Elegant and reliable solutions for touchscreens.
From industrial machines and medical devices to parking meters and vending machines: touchscreens are increasingly used to control these applications. Capacitive keys or in
short ‘CapKeys’ offer extra possibilities compared to conventional touch systems.
In the world of control panels, capacitive touch systems have made an unstoppable advance. These elegant, user-friendly and hygienic buttons are now used in a wide range of equipment.
Simple control panels (without screen) often have single buttons, which are backlit. Technically, this type of system consists of a sensor that registers the touch and a controller chip that links an action to it. The surface is illuminated by LEDs. These single capacitive buttons are called CapKey.
The most obvious way to build such a user interface is to mount a printed circuit board (PCB) directly behind the control panel. At the front of this PCB the touch sensors are placed and at the back are the electronic components. For the lighting, a hole is made in the panel, over which an LED is placed that radiates at the back.
The disadvantage of this construction is that the homogeneity of the button lighting leaves much to be desired. Also, a hole has to be made in the touch sensor to let the light through and this can negatively influence the sensitivity.
A common solution is to mount a separate sensor foil behind the front plate. With SCHURTER a sensor circuit is printed on the foil by means of screen printing. To prevent the touch sensors on the foil from blocking the light, they are made of a transparent conductive material based on Indium Tin Oxide (ITO).

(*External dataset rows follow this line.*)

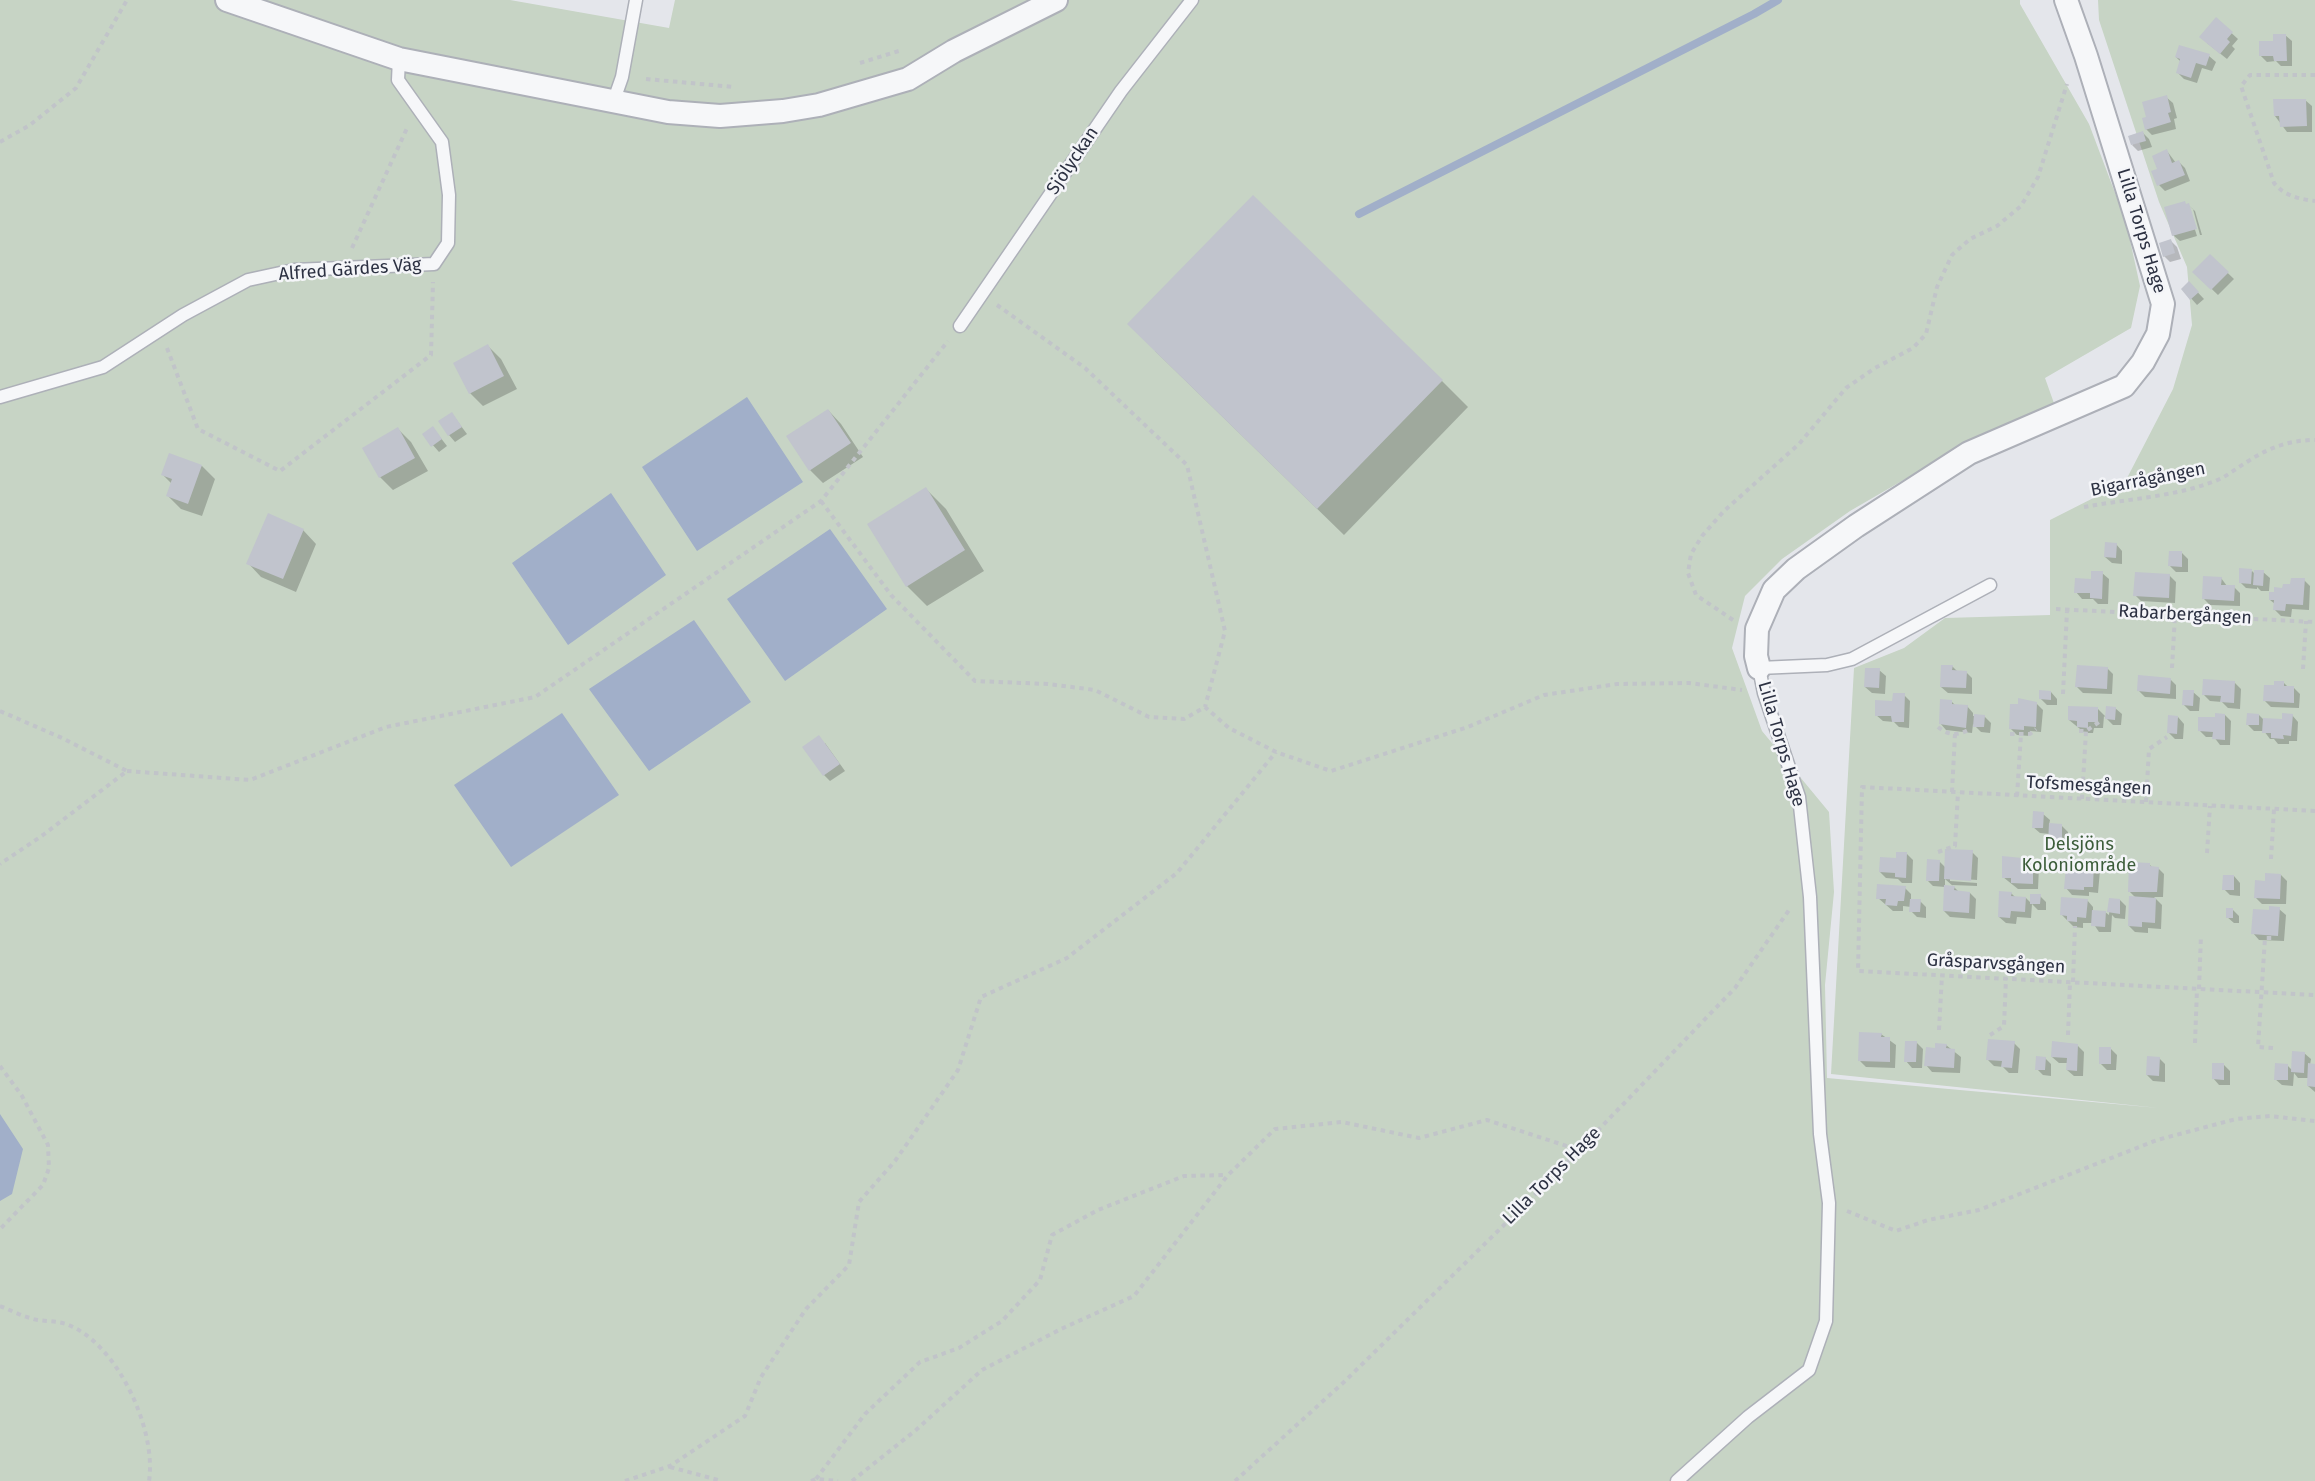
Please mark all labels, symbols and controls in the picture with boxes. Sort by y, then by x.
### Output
street label: Sjölyckan [1042,123,1104,199]
street label: Lilla Torps Hage [2112,166,2170,296]
street label: Alfred Gärdes Väg [278,254,422,286]
street label: Bigarrågången [2089,458,2207,502]
street label: Rabarbergången [2118,601,2252,629]
street label: Lilla Torps Hage [1753,679,1809,809]
street label: Tofsmesgången [2026,772,2152,800]
park label: Delsjöns Koloniområde [2022,834,2136,876]
street label: Gråsparvsgången [1926,950,2066,978]
street label: Lilla Torps Hage [1499,1123,1605,1229]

A spacer is placed between the foil and the PCB. The larger distance between the PCB and the foil ensures a more homogeneous illumination of the keys. Optionally a diffuser can be used to further even out the light.
The contact between the sensor and the PCB is usually made by allowing the foil to pass through further and then connecting it to the PCB in a connector. If this is not possible, spring contacts are mounted on the PCB and contact is made with a contact point on the foil, through holes in the spacer.
Depending on the field of application, the CapKey needs certain protections against unintentional touching, the so-called false touches. For example, contact with (salt) water, palm of the hand, rain or dew. Such protection is often achieved by means of a guard system around the CapKey. This requires a somewhat more complex sensor.
The CapKey and the accompanying guard can be refined thanks to computer simulations. Finite Element Method simulations are done in the electrostatic domain. This way, “what-if” scenarios are tried out very quickly, on the basis of which the design can be optimized.
The applied touch controllers can be divided into two groups:
- The standard touch controllers, which communicate with a host controller via a communication bus (usually I2C). After start-up, the host controller configures the touch controller once.
These configuration settings are used to determine which CapKey are active, what the sensitivity is and which filter settings are used.
- The microcontrollers are able to read out the CapKey by means of software (-libraries). Some controllers have special hardware on board for this purpose, but this is not always necessary.
Depending on the application, the electrical engineer will make a choice from the different possibilities. The standard touch controllers are useful if the host controller can no longer do this work or if the already selected controller is unsuitable for touch measurement. The microcontroller is preferred if (RGB) LEDs also need to be controlled or if other functionality needs to be integrated.
The capacitive touch interface is often not the core business of most companies and therefore this beautiful technology remains underexposed in new products. SCHURTER has the knowledge and experience to deve- lop a suitable sensor design with associated electronics for every application for a reliable, effective and eye-catching operation.